It didn't. She loves the set, thinks our presenter Will is terrific (and she's going to love Lynda, who's playing Nan), had very few script notes -- only one of which I took serious issue with -- and seemed to thoroughly enjoy the stuff she saw shot. Even though we were cooped up at the back of set shooting fiddly little items that were the dullest things we've done so far.
So I'm a happy little producer/director. The Boss has seen where her money's going, and appears genuinely delighted we've stretched it as far as we have.
On the other hand, it's still all going rather more slowly than it needs to, at least to achieve what we set out to do. However, the boss seems happy that we're doing the best we can, and while she'd obviously like to be kept informed she's OK with the concept of us making compromises as necessary to get it done. It's an experimental series, and I think she's now grasped what it is we're trying to do with it. Also, we think we know what we're going to sort it all out; I've been rejigging, and tomorrow we should have a better idea if we're right.

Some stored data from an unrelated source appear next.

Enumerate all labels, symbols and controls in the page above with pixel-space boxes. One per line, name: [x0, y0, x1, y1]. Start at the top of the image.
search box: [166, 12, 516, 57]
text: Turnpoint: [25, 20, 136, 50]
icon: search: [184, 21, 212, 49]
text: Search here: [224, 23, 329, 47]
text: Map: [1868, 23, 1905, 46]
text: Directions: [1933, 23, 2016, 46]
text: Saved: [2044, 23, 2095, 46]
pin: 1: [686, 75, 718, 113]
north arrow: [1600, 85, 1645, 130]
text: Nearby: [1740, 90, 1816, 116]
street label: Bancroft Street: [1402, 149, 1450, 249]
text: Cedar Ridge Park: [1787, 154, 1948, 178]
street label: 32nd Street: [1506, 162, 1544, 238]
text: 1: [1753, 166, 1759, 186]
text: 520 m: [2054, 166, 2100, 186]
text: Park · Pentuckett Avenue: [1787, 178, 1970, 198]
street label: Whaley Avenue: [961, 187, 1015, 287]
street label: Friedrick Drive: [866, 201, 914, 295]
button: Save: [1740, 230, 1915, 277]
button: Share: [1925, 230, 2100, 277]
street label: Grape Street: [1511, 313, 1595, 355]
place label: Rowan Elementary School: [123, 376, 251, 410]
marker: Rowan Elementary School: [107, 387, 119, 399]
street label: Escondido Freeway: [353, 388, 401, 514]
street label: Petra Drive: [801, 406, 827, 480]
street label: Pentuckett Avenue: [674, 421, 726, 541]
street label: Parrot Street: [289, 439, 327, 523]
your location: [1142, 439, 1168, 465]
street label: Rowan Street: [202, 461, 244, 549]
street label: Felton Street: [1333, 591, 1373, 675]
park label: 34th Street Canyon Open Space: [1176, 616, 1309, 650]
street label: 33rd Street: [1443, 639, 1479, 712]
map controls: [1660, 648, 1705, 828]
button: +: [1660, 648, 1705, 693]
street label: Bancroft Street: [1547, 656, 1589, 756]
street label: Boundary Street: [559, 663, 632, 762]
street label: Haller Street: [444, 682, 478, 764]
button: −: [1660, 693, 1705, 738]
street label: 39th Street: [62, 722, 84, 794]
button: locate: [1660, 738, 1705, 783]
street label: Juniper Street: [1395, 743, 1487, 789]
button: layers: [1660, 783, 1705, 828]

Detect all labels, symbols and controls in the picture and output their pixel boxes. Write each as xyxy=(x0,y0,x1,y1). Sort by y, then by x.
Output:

We've a week to pick up the pieces before we're back in studio again, so overall I'm very happy. We're having a blast shooting the thing, the unexpected pros and cons of making TV this way are fascinating, and hence we're learning heaps. Rock on, basically.
September 13, 2005
Too knackered to say much, but so far filming is going pretty well. We've had all the usual worries, plus a few more ('Do the pictures really look like that? They can't, can they? Eek!' followed -- a day later -- by 'Ah, no, the video line out is just shitty, that's all. It really looks like [cranks chroma] that.' 'Ooooooh purty!'), but we've cracked through some very fun stuff today. The plan, such as it was, is pretty much intact -- but then, the plan calls for a 'major format crisis' at roughly 6pm tomorrow. I'd say we're on schedule, but such things are never as bad if one makes prior arrangements.
So it's looking good. It looks cheap, right enough, but nowhere near as cheap as it really is, prompting some very interesting discussions about why this isn't as scarily long-term self-defeating as one might expect. Of which more anon.
The main thing is that it really is turning out to be a heap of fun. We all got tired late this afternoon (credit to Gavin for having the stamina of an ox and keeping his brain in gear when the rest of us had lapsed to autopilot), but somewhere in the middle there I was having an absolute blast. This lasted until I realised that some of what I'm doing isn't going to cut together very smoothly, but hey -- all the smart kids are cutting from static to moving shots these days, right?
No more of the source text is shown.